A diverse and multicultural patient population in the US makes transcultural nursing of the highest importance today. San (2015) informs that more than one-sixth of the US citizens are foreign-born, which creates challenges in communication and care in health care. Nurses, as well as other healthcare providers, need to be aware of cultural differences in health-related values, beliefs, and customs if they aim at providing quality healthcare services (San, 2015). Immigration, free labor markets, education, traveling, and technological advances are also critical trends that raise the demand for transcultural nursing. All the mentioned contributes to more cultural interactions within the country, and nurses should be culturally competent to avoid misunderstanding, disappointing, or even insulting patients due to limited knowledge about their culture.
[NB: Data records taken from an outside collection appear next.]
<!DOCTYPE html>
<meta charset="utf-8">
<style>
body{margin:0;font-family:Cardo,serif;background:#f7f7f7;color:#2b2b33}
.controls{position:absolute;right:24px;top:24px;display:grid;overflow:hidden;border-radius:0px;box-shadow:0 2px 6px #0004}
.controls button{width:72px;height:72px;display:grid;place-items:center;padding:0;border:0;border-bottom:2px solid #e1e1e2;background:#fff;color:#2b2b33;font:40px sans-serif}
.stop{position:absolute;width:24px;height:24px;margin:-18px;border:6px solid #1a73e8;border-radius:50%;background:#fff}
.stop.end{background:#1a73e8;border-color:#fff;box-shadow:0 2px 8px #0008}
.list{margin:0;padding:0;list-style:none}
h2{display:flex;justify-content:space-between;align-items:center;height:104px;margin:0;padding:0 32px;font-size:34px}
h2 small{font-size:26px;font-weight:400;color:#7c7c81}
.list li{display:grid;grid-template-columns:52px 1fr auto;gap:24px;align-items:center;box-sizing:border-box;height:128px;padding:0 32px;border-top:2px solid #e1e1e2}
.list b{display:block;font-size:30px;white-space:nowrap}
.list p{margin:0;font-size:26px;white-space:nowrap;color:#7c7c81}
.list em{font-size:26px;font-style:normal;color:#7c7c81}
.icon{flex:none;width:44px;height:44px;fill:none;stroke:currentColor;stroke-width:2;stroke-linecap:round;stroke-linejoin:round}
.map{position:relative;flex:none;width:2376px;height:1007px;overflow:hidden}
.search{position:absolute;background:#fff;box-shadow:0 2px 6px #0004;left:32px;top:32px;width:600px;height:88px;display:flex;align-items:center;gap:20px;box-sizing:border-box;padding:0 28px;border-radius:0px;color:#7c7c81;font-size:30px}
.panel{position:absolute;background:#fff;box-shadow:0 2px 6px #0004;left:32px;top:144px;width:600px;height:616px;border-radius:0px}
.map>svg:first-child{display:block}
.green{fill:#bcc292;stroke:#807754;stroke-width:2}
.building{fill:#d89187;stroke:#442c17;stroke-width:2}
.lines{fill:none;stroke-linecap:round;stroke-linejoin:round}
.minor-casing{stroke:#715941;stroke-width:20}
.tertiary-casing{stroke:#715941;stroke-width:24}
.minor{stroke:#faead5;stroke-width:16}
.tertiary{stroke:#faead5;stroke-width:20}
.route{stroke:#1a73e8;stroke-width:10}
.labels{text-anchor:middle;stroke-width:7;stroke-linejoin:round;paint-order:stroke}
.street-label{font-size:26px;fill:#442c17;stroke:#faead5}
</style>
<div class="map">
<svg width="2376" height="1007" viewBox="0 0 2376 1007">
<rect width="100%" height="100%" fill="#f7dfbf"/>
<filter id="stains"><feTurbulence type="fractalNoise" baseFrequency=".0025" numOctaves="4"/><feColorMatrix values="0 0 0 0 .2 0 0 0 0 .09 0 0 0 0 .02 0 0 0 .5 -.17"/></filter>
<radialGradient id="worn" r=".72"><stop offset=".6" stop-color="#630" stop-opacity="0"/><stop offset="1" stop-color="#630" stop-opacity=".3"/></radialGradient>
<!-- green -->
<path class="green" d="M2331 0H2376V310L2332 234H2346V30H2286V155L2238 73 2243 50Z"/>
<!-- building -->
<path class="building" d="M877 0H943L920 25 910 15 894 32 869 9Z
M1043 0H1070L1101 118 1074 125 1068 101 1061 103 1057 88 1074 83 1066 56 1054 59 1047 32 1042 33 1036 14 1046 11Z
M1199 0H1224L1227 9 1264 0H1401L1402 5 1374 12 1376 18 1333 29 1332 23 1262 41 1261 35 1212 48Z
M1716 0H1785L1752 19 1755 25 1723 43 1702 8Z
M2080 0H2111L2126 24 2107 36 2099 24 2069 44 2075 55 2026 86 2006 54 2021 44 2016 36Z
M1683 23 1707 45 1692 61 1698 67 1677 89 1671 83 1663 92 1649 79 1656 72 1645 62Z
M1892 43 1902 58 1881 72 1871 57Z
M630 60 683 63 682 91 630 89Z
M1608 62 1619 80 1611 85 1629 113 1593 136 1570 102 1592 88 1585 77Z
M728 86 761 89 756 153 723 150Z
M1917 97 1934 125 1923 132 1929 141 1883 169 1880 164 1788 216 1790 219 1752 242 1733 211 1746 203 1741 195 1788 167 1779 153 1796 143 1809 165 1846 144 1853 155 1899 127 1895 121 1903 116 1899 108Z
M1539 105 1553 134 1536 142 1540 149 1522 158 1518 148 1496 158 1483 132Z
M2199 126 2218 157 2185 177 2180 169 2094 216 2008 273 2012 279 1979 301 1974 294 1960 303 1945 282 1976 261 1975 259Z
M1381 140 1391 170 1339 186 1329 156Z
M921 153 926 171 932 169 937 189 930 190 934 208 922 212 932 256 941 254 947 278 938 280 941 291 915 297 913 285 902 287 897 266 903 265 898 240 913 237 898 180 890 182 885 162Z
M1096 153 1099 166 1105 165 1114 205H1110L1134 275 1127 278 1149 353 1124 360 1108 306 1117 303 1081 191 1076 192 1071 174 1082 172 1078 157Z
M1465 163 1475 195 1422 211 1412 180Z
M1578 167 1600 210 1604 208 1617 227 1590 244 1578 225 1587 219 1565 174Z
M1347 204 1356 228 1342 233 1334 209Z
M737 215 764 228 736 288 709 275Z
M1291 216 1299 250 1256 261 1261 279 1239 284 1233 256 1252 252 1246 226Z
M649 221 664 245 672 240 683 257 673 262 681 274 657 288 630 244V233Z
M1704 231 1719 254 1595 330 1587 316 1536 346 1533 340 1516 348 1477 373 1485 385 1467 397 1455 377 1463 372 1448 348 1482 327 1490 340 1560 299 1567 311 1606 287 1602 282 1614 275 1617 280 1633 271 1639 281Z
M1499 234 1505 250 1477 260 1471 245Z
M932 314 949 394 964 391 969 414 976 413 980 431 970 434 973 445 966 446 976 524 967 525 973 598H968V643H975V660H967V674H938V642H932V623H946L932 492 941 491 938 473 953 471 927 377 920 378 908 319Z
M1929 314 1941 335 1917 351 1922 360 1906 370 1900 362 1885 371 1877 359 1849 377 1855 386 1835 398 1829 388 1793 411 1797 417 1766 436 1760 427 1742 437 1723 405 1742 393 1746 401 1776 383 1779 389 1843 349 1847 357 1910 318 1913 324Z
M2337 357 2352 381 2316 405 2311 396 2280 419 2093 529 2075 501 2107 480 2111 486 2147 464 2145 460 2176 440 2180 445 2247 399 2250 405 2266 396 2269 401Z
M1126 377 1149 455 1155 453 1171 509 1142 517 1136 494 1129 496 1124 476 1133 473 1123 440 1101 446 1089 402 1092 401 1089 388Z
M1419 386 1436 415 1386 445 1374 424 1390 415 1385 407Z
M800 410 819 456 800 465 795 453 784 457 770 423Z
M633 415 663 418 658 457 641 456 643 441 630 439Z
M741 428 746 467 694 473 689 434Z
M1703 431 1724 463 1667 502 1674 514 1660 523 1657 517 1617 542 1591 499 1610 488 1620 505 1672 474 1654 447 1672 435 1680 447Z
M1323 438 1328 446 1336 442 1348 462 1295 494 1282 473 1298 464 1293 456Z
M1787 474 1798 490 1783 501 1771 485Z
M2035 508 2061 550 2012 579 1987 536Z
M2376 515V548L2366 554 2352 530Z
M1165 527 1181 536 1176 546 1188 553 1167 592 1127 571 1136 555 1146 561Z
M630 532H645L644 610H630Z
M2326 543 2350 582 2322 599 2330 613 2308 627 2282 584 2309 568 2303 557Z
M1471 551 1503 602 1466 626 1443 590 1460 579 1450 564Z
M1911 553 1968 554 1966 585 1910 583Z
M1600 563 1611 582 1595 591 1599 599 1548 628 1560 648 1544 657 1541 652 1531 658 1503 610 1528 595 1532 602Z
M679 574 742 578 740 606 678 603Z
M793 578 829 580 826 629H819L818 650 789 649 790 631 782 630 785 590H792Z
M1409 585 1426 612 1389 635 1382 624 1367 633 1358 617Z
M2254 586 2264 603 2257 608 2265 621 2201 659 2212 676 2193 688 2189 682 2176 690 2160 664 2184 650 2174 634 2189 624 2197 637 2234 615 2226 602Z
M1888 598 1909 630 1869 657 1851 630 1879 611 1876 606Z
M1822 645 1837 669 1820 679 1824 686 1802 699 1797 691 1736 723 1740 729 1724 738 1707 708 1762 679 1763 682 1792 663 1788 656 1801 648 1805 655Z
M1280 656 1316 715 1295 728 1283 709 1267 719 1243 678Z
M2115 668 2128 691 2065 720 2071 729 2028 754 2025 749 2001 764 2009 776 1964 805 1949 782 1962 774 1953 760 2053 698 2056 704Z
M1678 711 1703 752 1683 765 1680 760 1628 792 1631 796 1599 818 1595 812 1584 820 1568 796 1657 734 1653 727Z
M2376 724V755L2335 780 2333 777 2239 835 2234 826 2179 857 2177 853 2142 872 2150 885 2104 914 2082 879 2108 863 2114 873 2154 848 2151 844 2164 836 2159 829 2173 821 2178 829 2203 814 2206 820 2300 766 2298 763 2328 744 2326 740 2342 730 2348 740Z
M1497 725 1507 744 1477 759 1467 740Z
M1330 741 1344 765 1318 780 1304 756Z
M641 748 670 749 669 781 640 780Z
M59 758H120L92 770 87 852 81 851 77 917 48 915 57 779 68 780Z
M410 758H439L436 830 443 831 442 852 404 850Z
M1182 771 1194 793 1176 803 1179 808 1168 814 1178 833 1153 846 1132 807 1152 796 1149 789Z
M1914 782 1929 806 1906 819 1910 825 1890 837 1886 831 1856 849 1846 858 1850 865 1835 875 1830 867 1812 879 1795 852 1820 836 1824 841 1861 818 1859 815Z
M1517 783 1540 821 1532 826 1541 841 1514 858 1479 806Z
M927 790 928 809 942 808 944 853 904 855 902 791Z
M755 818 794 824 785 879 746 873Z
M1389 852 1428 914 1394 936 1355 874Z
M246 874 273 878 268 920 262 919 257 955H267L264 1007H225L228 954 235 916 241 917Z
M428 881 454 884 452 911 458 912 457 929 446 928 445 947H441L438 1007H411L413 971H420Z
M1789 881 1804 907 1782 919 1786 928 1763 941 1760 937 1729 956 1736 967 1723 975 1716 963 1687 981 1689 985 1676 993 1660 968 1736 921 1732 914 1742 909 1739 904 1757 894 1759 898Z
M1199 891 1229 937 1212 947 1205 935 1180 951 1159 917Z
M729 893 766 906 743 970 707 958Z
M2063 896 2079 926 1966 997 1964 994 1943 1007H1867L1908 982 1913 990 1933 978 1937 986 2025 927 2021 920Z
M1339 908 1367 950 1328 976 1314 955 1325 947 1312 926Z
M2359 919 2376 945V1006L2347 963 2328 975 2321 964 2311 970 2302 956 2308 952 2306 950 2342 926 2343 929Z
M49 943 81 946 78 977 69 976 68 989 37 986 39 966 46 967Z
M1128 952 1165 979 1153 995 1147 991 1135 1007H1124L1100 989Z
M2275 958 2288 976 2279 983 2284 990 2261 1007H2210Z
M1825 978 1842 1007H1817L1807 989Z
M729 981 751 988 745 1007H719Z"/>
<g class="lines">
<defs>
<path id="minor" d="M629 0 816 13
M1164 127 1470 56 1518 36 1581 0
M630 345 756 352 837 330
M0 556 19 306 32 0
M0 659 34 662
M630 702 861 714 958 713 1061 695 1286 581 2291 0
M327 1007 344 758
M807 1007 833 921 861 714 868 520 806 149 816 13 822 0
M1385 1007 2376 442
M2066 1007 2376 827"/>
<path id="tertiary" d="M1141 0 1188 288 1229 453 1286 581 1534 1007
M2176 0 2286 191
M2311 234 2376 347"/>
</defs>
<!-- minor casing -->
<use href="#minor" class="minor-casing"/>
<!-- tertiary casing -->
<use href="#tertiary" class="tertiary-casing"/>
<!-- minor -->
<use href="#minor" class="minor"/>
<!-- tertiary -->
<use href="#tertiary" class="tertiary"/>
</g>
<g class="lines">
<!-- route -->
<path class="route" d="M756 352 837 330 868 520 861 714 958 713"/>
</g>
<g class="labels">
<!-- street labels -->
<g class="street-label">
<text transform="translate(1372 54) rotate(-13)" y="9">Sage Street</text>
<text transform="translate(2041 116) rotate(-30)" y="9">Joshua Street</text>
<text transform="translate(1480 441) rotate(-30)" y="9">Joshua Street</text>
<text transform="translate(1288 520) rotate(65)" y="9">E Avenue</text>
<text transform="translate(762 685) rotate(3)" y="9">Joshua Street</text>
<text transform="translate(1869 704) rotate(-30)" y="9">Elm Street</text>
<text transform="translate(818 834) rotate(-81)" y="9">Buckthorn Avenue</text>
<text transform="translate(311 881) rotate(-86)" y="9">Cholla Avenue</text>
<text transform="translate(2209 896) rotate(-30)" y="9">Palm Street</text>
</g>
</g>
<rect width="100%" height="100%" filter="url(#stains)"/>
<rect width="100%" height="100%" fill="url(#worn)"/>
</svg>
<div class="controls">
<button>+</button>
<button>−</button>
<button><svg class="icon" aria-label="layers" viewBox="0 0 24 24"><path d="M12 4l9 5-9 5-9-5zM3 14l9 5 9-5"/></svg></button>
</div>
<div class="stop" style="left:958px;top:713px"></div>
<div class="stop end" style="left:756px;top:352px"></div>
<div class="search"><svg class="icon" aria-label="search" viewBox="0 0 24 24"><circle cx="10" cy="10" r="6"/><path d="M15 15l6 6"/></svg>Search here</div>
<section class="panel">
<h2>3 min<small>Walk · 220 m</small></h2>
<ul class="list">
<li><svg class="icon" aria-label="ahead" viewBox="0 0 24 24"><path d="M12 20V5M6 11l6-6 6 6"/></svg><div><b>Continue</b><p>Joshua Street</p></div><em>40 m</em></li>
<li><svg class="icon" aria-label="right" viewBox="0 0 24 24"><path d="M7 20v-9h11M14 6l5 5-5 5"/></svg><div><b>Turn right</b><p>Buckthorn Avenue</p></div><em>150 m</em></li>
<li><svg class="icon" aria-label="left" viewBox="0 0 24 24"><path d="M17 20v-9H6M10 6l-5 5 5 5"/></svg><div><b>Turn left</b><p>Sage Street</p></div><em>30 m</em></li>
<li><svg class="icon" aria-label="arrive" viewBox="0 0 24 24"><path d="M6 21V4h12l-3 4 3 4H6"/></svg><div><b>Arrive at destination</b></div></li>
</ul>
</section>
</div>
As said, Leininger was the founder of the transcultural model. The researcher provided its definition and basic tenets, including the definition of culturally congruent care, the concept of caring, cultural care diversity and universality. Leininger also delivered formal evidence to back up her statement about the necessity of culturally competent nursing education. Her evidence-based research mainly relied on studying child behavior patterns based on the differences in their cultural backgrounds (Leininger, 2016). The findings in this research were precisely what Leininger started from when developing her breakthrough theory.
To some extent, the Andrews/Boyle Transcultural Interprofessional Practice (TIP) model complements on Leininger’s theory, focusing on the delivery of culturally congruent care. The context is the first among its components as the latter helps to clarify the patient’s health-related values, beliefs, and practices (Andrews & Boyle, 2019). An interprofessional team that will provide culturally congruent healthcare services is the second component. Effective communication between healthcare providers is the third component that matters because, otherwise, nurses and physicians would not deliver quality and culturally sensitive care to patients. A five-step problem-solving process is the fifth component. This process includes assessment, goal setting, planning, implementation, and evaluation of the outcomes of therapeutic care and interventions (Andrews & Boyle, 2019).